Am Fuße des Abhangs neben einem frisch gepflügten Acker deutet Zerbe auf einen zehn Meter breiten Streifen, der auf den zweiten Blick in der Tat etwas anders aussieht als die übrige Pflanzung. Hier wächst "an der offenen Flanke" künftig ein Waldrand aus Büschen wie Hartriegel und "Bäumen 2. Ordnung" wie dem Feldahorn, der maximal zehn bis 15 Meter hoch wird, um diese Lage besser vor Windangriffen zu schützen.

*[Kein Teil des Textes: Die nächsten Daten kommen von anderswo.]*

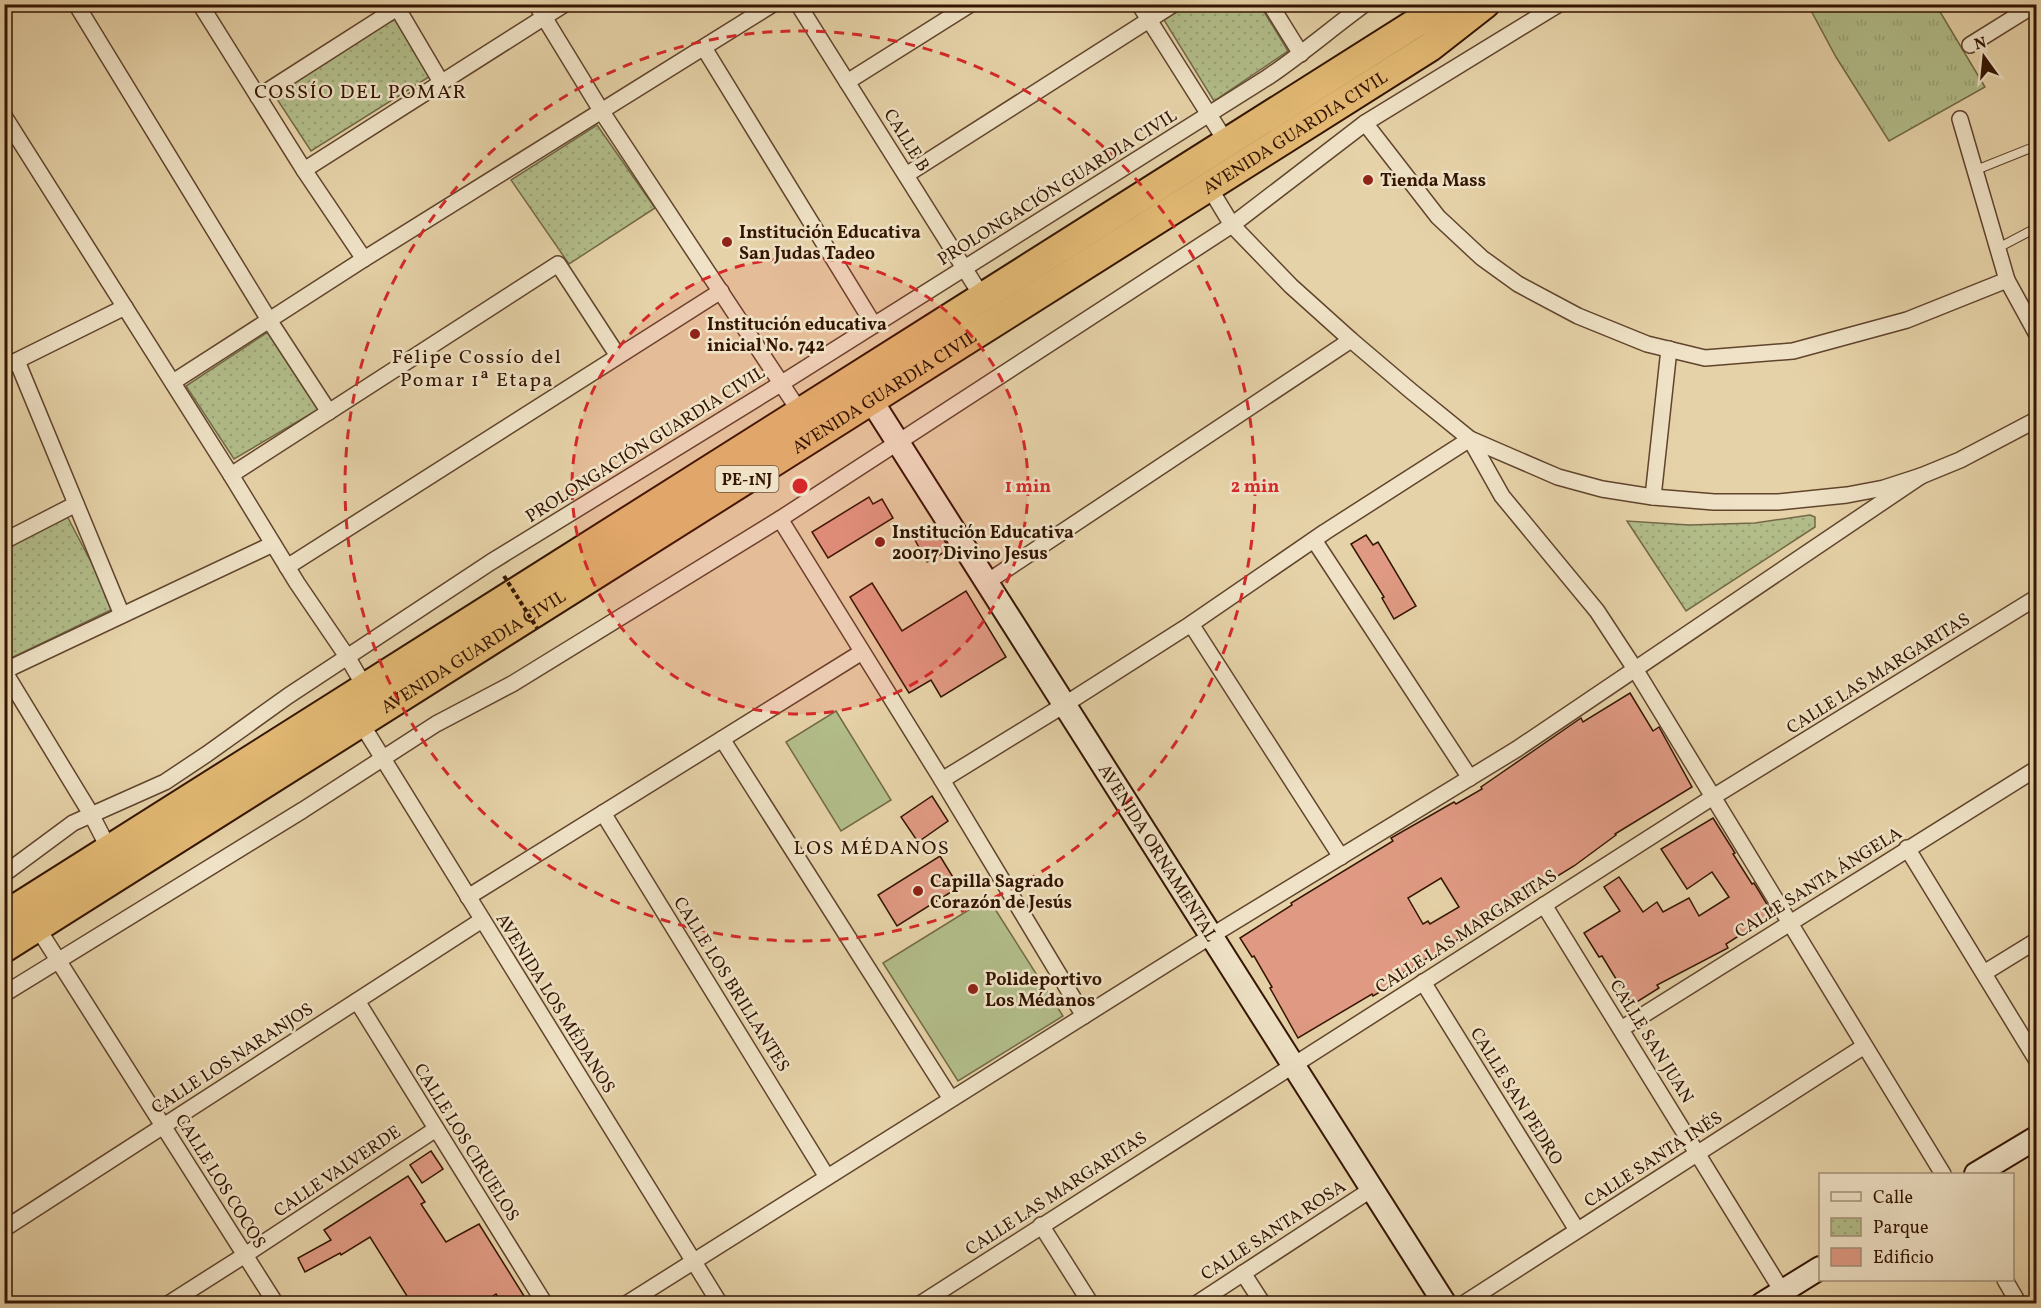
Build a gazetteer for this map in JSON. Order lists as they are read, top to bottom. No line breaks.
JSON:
{"streets":{"highway":["AVENIDA GUARDIA CIVIL","PE-1NJ"],"street":["CALLE B","PROLONGACIÓN GUARDIA CIVIL","CALLE LAS MARGARITAS","AVENIDA ORNAMENTAL","CALLE SANTA ÁNGELA","CALLE LOS BRILLANTES","AVENIDA LOS MÉDANOS","CALLE SAN JUAN","CALLE LOS NARANJOS","CALLE SAN PEDRO","CALLE LOS CIRUELOS","CALLE SANTA INÉS","CALLE VALVERDE","CALLE LOS COCOS","CALLE SANTA ROSA"]},"crossings":[["AVENIDA GUARDIA CIVIL","CALLE B"],["AVENIDA GUARDIA CIVIL","AVENIDA ORNAMENTAL"],["AVENIDA GUARDIA CIVIL","AVENIDA LOS MÉDANOS"],["AVENIDA GUARDIA CIVIL","CALLE LOS COCOS"],["CALLE B","PROLONGACIÓN GUARDIA CIVIL"],["CALLE LAS MARGARITAS","AVENIDA ORNAMENTAL"],["CALLE LAS MARGARITAS","CALLE SAN JUAN"],["CALLE LAS MARGARITAS","CALLE SAN PEDRO"],["AVENIDA ORNAMENTAL","CALLE SANTA ROSA"],["CALLE SANTA ÁNGELA","CALLE SAN JUAN"],["AVENIDA LOS MÉDANOS","CALLE LOS NARANJOS"],["CALLE SAN JUAN","CALLE SANTA INÉS"],["CALLE LOS NARANJOS","CALLE LOS CIRUELOS"],["CALLE LOS NARANJOS","CALLE LOS COCOS"],["CALLE SAN PEDRO","CALLE SANTA INÉS"],["CALLE LOS CIRUELOS","CALLE VALVERDE"],["CALLE VALVERDE","CALLE LOS COCOS"]],"districts":["COSSÍO DEL POMAR","Felipe Cossío del Pomar 1ª Etapa","LOS MÉDANOS"],"places":["Tienda Mass","Institución Educativa San Judas Tadeo","Institución educativa inicial No. 742","Institución Educativa 20017 Divino Jesus","Capilla Sagrado Corazón de Jesús","Polideportivo Los Médanos"],"legend":["Calle","Parque","Edificio"],"north":"top","rings":["1 min","2 min"]}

Forstamt erhält Bestnote für WaldumbauWie gesund eine Waldumbaufläche nach acht Jahren aussehen kann, ist übrigens gleich in der Nachbarschaft zu sehen. Das Forstamt Sandhof bekam dafür bei der jüngsten Inspektion eine glatte "1" , die Bestnote. Ein schöner Ansporn für die gegenwärtige Kampagne. Insgesamt 450 Hektar Wald hat das Forstamt Sandhof seit 1990 bereits umgebaut. Übrigens werden als Anreiz zum Waldumbau derzeit Fördermittel in Höhe von fast 70 Prozent der Kosten ausgereicht. Als Ansprechpartner zur Beratung der interessierten Waldbesitzer ist das jeweilige Forstamt zuständig.